Keywords: travoprost, corneal biomechanical properties, electron microscopy, central corneal thickness

Glaucoma is a prevalent eye disease worldwide, often resulting in irreversible blindness.¹ Lowering intraocular pressure (IOP) can mitigate the risk of glaucoma progression,² making it an effective strategy to halt or slow advancement of the disease.³ Prostaglandin analogs (PGAs) are hypotensive agents that are frequently prescribed for the treatment of primary open-angle glaucoma (POAG) or ocular hypertension.⁴ Following the use of PGAs, increased activity of matrix metalloproteinases (MMPs), reduced presence of tissue inhibitors of MMP (TIMPs),⁵^,⁶ decreased collagen fibril density, and remodeling of the extracellular matrix have been observed in the trabecular meshwork,⁷ sclera,⁸ and cornea.⁹ Moreover, PGAs are associated with corneal stromal degradation, reductions in central corneal thickness (CCT),¹⁰^,¹¹ and alterations in biomechanical properties of the cornea.¹² Collectively, these changes may lead to decreased stiffness and potentially contribute to an elevated risk of keratoconus progression, myopic regression, and ectasia development following refractive surgery.¹³^,¹⁴ In addition, the corneal stiffness reduction may result in underestimations in IOP measurement¹² and inaccuracies in procedures (such as refractive surgeries) whose outcomes depend on the stiffness of corneal tissue.¹⁵

Although the implications of applying PGAs have been studied, the effects of PGA withdrawal on corneal tissue biomechanics remain unclear. This point was assessed in an earlier study by Meda et al.,¹⁶ who reported partial reversible effects of PGA withdrawal on corneal hysteresis (CH). However, given the ongoing debate surrounding the true meaning of CH, uncertainty about stiffness recovery following drug withdrawal remains. This study aimed to address this gap by employing direct mechanical inflation testing to estimate the tangent modulus (E_t) of the tissue, the most common measure of material stiffness. Additionally, the study assessed the microstructure of the tissue, specifically collagen fibril spacing and diameter, due to their direct link to the biomechanical behavior of the tissue. Nevertheless, as the rabbits tested in this study were subjected to an experimental period that coincided with their growth, this study sought to distinguish between stiffness increases due to natural maturation and those due to PGA withdrawal.

Materials and Methods

Experimental Animals

Seventy-two Japanese white rabbits, 2 to 3 months old and weighing between 1.5 and 2.5 kg, were given a standard diet and water. They were individually housed in cages with a 12-hour light/dark cycle. The temperature and humidity of their environment were maintained at 16° to 26°C and 40% to 70%, respectively. These rabbits were sourced from the Animal Breeding Unit of Wenzhou Medical University and were acclimated for 1 week before the study commenced. All animal procedures adhered to the guidelines outlined in the ARVO Statement for the Use of Animals in Ophthalmic and Vision Research. Additionally, the Animal Care and Ethics Committee of Wenzhou Medical University approved the study prior to its initiation.

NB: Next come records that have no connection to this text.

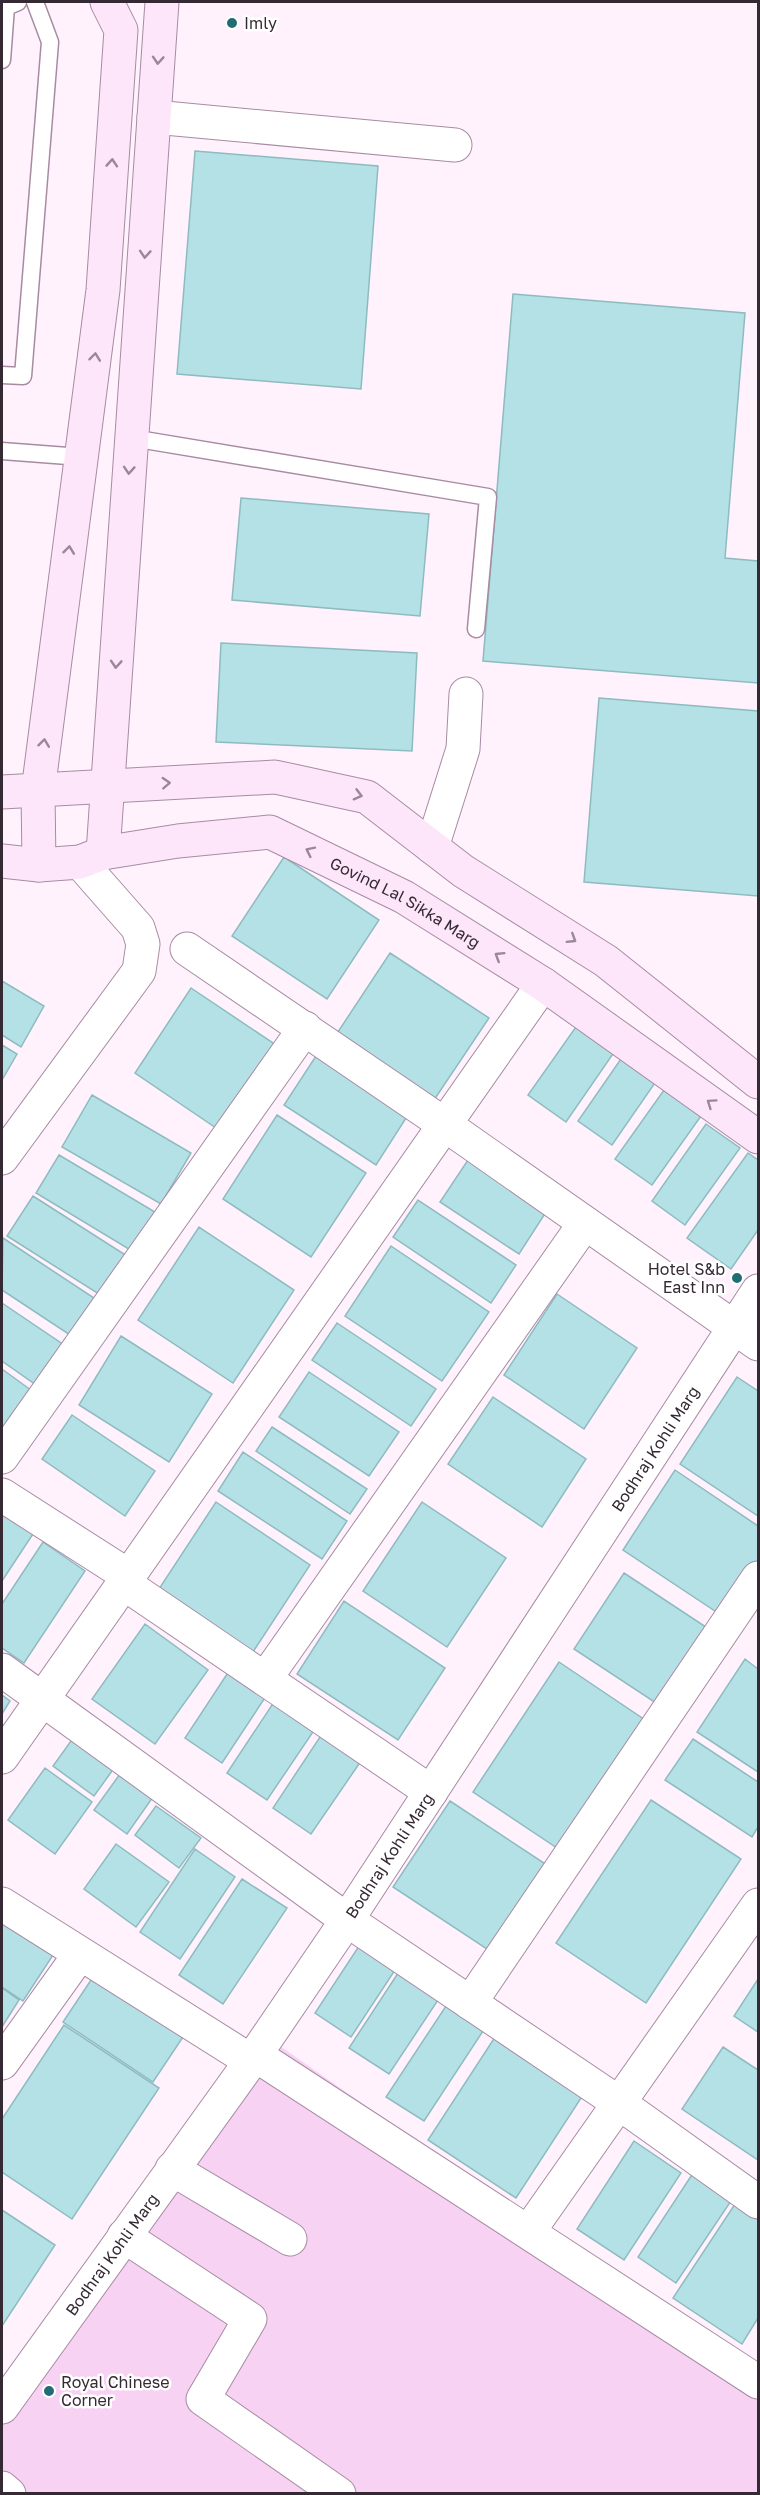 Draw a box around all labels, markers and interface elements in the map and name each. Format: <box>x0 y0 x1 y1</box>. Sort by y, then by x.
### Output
place label: Imly <box>244 13 277 33</box>
marker: Imly <box>225 16 239 30</box>
one-way arrow <box>152 55 165 64</box>
one-way arrow <box>105 158 118 167</box>
one-way arrow <box>138 250 151 259</box>
one-way arrow <box>88 352 100 361</box>
one-way arrow <box>123 465 136 474</box>
one-way arrow <box>63 546 75 555</box>
one-way arrow <box>110 660 123 669</box>
one-way arrow <box>38 739 50 748</box>
one-way arrow <box>161 777 170 790</box>
one-way arrow <box>353 788 363 801</box>
one-way arrow <box>306 847 317 859</box>
street label: Govind Lal Sikka Marg <box>327 853 484 952</box>
one-way arrow <box>565 932 576 943</box>
one-way arrow <box>495 952 506 963</box>
one-way arrow <box>706 1099 717 1110</box>
place label: Hotel S&b East Inn <box>648 1259 725 1297</box>
marker: Hotel S&b East Inn <box>730 1271 744 1285</box>
street label: Bodhraj Kohli Marg <box>607 1382 703 1515</box>
street label: Bodhraj Kohli Marg <box>341 1789 437 1922</box>
street label: Bodhraj Kohli Marg <box>61 2189 163 2319</box>
place label: Royal Chinese Corner <box>61 2372 170 2410</box>
marker: Royal Chinese Corner <box>42 2384 56 2398</box>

The rabbits were randomly divided into three groups of 24 each (Fig. 1; Table 1): medicine (M), medicine withdrawal (MW), and blank (B). In the M and MW groups, travoprost eyedrops (TRAVATAN, 0.04 mg/mL; Novartis, Basel, Switzerland) were administered once daily between 4:30 PM and 7:30 PM to the right eyes for 12 weeks, thus forming the MT and MWT subgroups. The left eyes of these groups remained untreated, thus constituting the MC and MWC control subgroups, respectively. Following the initial 12-week period, the MWT and MWC subgroups underwent no further treatment for an additional 12 weeks, facilitating travoprost withdrawal in the former subgroup. Additionally, the right eyes of the B group were designated as the blank control (BC) subgroup. Subgroups MT and MC were killed after 12 weeks, and subgroups MWT, MWC, and BC were killed after 24 weeks.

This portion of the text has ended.